** THE PROBLEM **
Below are entries to return in full. Keep each one exact.

*** Opening INFORMATION SUPPLIED ***

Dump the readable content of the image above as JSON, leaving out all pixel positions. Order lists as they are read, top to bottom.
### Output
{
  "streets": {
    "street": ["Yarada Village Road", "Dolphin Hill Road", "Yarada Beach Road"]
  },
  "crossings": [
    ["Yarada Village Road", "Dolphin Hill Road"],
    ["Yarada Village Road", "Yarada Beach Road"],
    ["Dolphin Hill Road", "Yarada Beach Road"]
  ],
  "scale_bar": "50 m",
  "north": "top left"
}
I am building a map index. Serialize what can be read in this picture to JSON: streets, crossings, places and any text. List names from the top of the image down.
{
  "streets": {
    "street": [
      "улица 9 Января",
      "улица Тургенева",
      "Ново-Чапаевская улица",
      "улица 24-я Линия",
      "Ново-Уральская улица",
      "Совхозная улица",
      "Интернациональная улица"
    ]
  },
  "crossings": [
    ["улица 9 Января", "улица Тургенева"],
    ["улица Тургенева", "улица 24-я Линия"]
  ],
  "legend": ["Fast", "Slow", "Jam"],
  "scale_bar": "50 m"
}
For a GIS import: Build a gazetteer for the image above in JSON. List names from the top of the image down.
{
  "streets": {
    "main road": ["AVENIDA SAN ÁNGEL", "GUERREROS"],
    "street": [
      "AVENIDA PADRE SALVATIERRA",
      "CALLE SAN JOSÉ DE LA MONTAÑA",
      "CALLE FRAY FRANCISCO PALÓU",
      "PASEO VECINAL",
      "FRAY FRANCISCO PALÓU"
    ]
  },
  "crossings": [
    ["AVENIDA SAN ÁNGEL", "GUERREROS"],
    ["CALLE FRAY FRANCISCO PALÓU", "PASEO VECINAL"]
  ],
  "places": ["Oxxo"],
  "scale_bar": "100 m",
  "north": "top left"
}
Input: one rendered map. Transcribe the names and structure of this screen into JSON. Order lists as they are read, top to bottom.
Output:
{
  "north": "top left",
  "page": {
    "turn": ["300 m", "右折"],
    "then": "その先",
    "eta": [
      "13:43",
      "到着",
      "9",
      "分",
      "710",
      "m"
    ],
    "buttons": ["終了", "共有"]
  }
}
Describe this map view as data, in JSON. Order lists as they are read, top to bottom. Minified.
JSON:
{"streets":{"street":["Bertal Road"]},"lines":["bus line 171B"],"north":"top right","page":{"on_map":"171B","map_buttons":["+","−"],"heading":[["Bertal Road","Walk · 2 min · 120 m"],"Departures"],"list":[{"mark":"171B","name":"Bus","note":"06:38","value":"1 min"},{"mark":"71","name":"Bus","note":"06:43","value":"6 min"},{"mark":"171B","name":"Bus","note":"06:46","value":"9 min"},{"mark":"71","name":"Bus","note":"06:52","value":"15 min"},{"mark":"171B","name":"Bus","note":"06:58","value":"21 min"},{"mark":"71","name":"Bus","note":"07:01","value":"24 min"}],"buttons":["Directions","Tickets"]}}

*** Closing INFORMATION SUPPLIED ***

** TASK OUTPUT **
Dump the readable content of the image above as JSON, leaving out all pixel positions. Order lists as they are read, top to bottom.
### Output
{
  "streets": {
    "street": ["Yarada Village Road", "Dolphin Hill Road", "Yarada Beach Road"]
  },
  "crossings": [
    ["Yarada Village Road", "Dolphin Hill Road"],
    ["Yarada Village Road", "Yarada Beach Road"],
    ["Dolphin Hill Road", "Yarada Beach Road"]
  ],
  "scale_bar": "50 m",
  "north": "top left"
}
I am building a map index. Serialize what can be read in this picture to JSON: streets, crossings, places and any text. List names from the top of the image down.
{
  "streets": {
    "street": [
      "улица 9 Января",
      "улица Тургенева",
      "Ново-Чапаевская улица",
      "улица 24-я Линия",
      "Ново-Уральская улица",
      "Совхозная улица",
      "Интернациональная улица"
    ]
  },
  "crossings": [
    ["улица 9 Января", "улица Тургенева"],
    ["улица Тургенева", "улица 24-я Линия"]
  ],
  "legend": ["Fast", "Slow", "Jam"],
  "scale_bar": "50 m"
}
For a GIS import: Build a gazetteer for the image above in JSON. List names from the top of the image down.
{
  "streets": {
    "main road": ["AVENIDA SAN ÁNGEL", "GUERREROS"],
    "street": [
      "AVENIDA PADRE SALVATIERRA",
      "CALLE SAN JOSÉ DE LA MONTAÑA",
      "CALLE FRAY FRANCISCO PALÓU",
      "PASEO VECINAL",
      "FRAY FRANCISCO PALÓU"
    ]
  },
  "crossings": [
    ["AVENIDA SAN ÁNGEL", "GUERREROS"],
    ["CALLE FRAY FRANCISCO PALÓU", "PASEO VECINAL"]
  ],
  "places": ["Oxxo"],
  "scale_bar": "100 m",
  "north": "top left"
}
Input: one rendered map. Transcribe the names and structure of this screen into JSON. Order lists as they are read, top to bottom.
Output:
{
  "north": "top left",
  "page": {
    "turn": ["300 m", "右折"],
    "then": "その先",
    "eta": [
      "13:43",
      "到着",
      "9",
      "分",
      "710",
      "m"
    ],
    "buttons": ["終了", "共有"]
  }
}
Describe this map view as data, in JSON. Order lists as they are read, top to bottom. Minified.
JSON:
{"streets":{"street":["Bertal Road"]},"lines":["bus line 171B"],"north":"top right","page":{"on_map":"171B","map_buttons":["+","−"],"heading":[["Bertal Road","Walk · 2 min · 120 m"],"Departures"],"list":[{"mark":"171B","name":"Bus","note":"06:38","value":"1 min"},{"mark":"71","name":"Bus","note":"06:43","value":"6 min"},{"mark":"171B","name":"Bus","note":"06:46","value":"9 min"},{"mark":"71","name":"Bus","note":"06:52","value":"15 min"},{"mark":"171B","name":"Bus","note":"06:58","value":"21 min"},{"mark":"71","name":"Bus","note":"07:01","value":"24 min"}],"buttons":["Directions","Tickets"]}}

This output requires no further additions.